Xiao Chen edited comment on HADOOP-13228 at 6/1/16 1:20 AM:
------------------------------------------------------------

Fix:
As talked with [~andrew.wang], given that the querystring is deprecated, we don't need to support it in newly added functionalities. Hence, I simply put up the fix to always put the DT to the request header, when conducting the 3 (get/renew/cancel) DT ops. The fix here is in {{DelegationTokenAuthenticator}} because that's where the connection is created.

Test:
- Seems to me {{TestWebDelegationToken}} is the best place to test this. (HADOOP-13155 will also test this from an end-to-end POV.)
- {{TestWebDelegationToken}} currently creates a bunch of fake classes to test. To keep the change minimal, I added a new test for using DT, and added the verification logic to the fake server classes.
- Existing tests pass because 1) when authToken is valid, no DT logic is triggered. 2) When there's no DT, they fall back to the underlying auth handler, which is again faked.
- I added a {{verifyHeader}} flag to control whether to check the request header or not. This is because if we have an auth token, we don't care about DT anymore. (So all existing tests don't need to verify header). If this is not acceptable, I think we can also create a new DTAuthHandler stab for verifying this.
- Added a log in DTAuthHandler, which I think is super helpful for debugging this.


was (Author: xiaochen):
Fix:
As talked with [~andrew.wang], given that the querystring is deprecated, we don't need to support it in newly added functionalities.
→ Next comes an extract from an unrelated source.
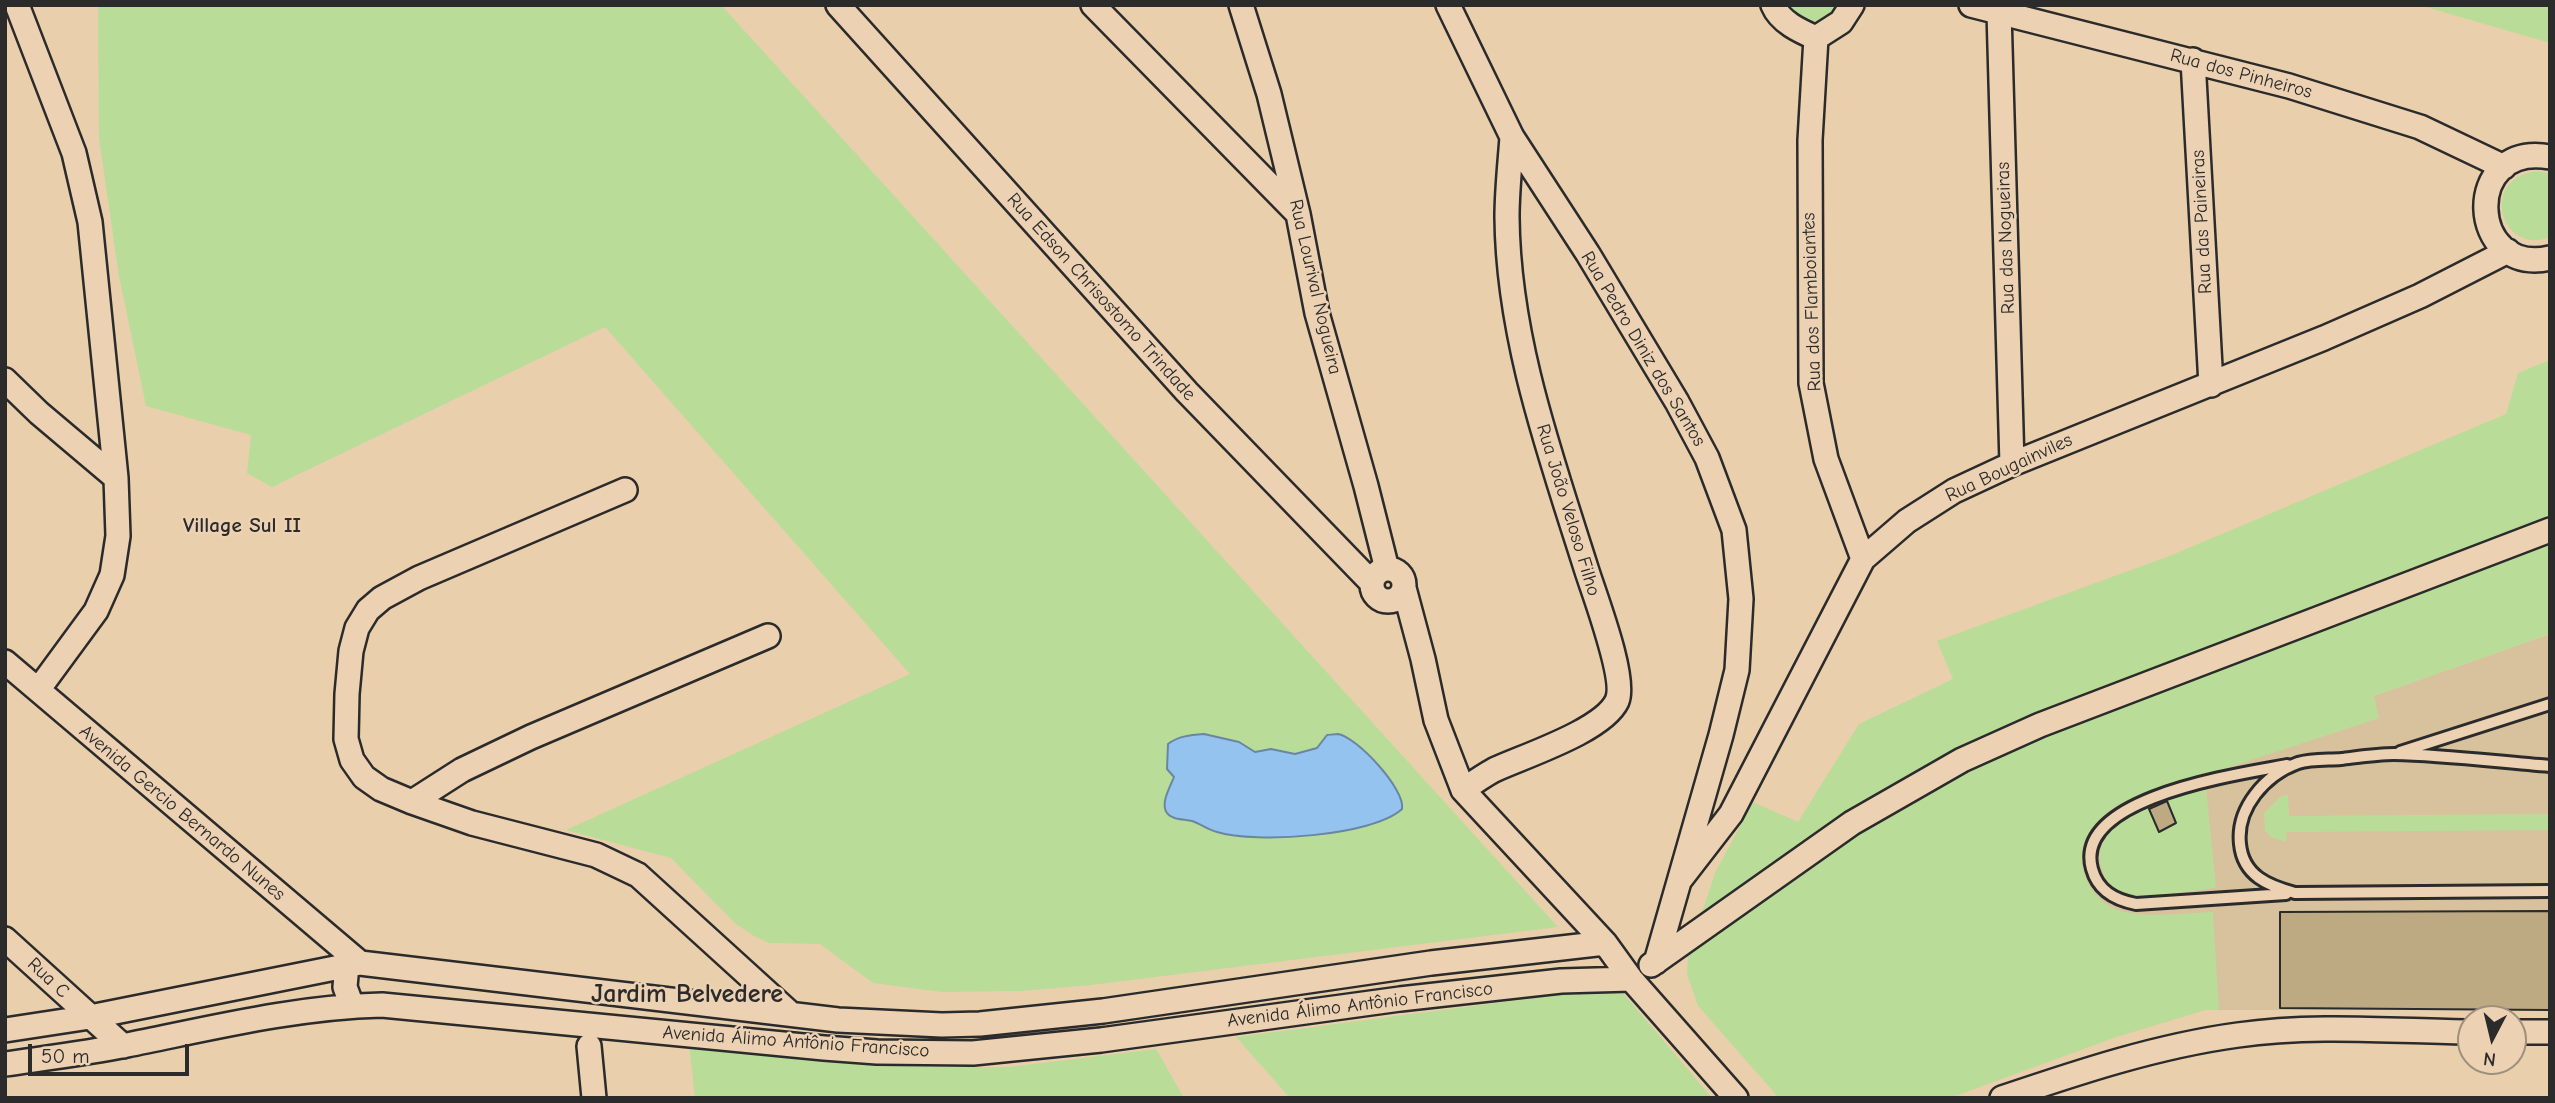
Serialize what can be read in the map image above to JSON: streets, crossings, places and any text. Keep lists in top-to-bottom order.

Hence, I simply put up the fix to always put the DT to the request header, when conducting the 3 (get/renew/cancel) DT ops. The fix here is in {{DelegationTokenAuthenticator}} because that's where the connection is created.

Test:
- Seems to me {{TestWebDelegationToken}} is the best place to test this. (HADOOP-13155 will also test this from an end-to-end POV.
- {{TestWebDelegationToken}} currently creates a bunch of fake classes to test. To keep the change minimal, I added a new test for using DT, and added the verification logic to the fake server classes.
- Existing tests pass because when there's no DT, they fall back to the underlying auth handler, which is again faked.
- I added a {{verifyHeader}} flag to control whether to check the request header or not. This is because if we have an auth token, we don't care about DT anymore. (So all existing tests don't need to verify header). If this is not acceptable, I think we can also create a new DTAuthHandler stab for verifying this.
- Added a log in DTAuthHandler, which I think is super helpful for debugging this.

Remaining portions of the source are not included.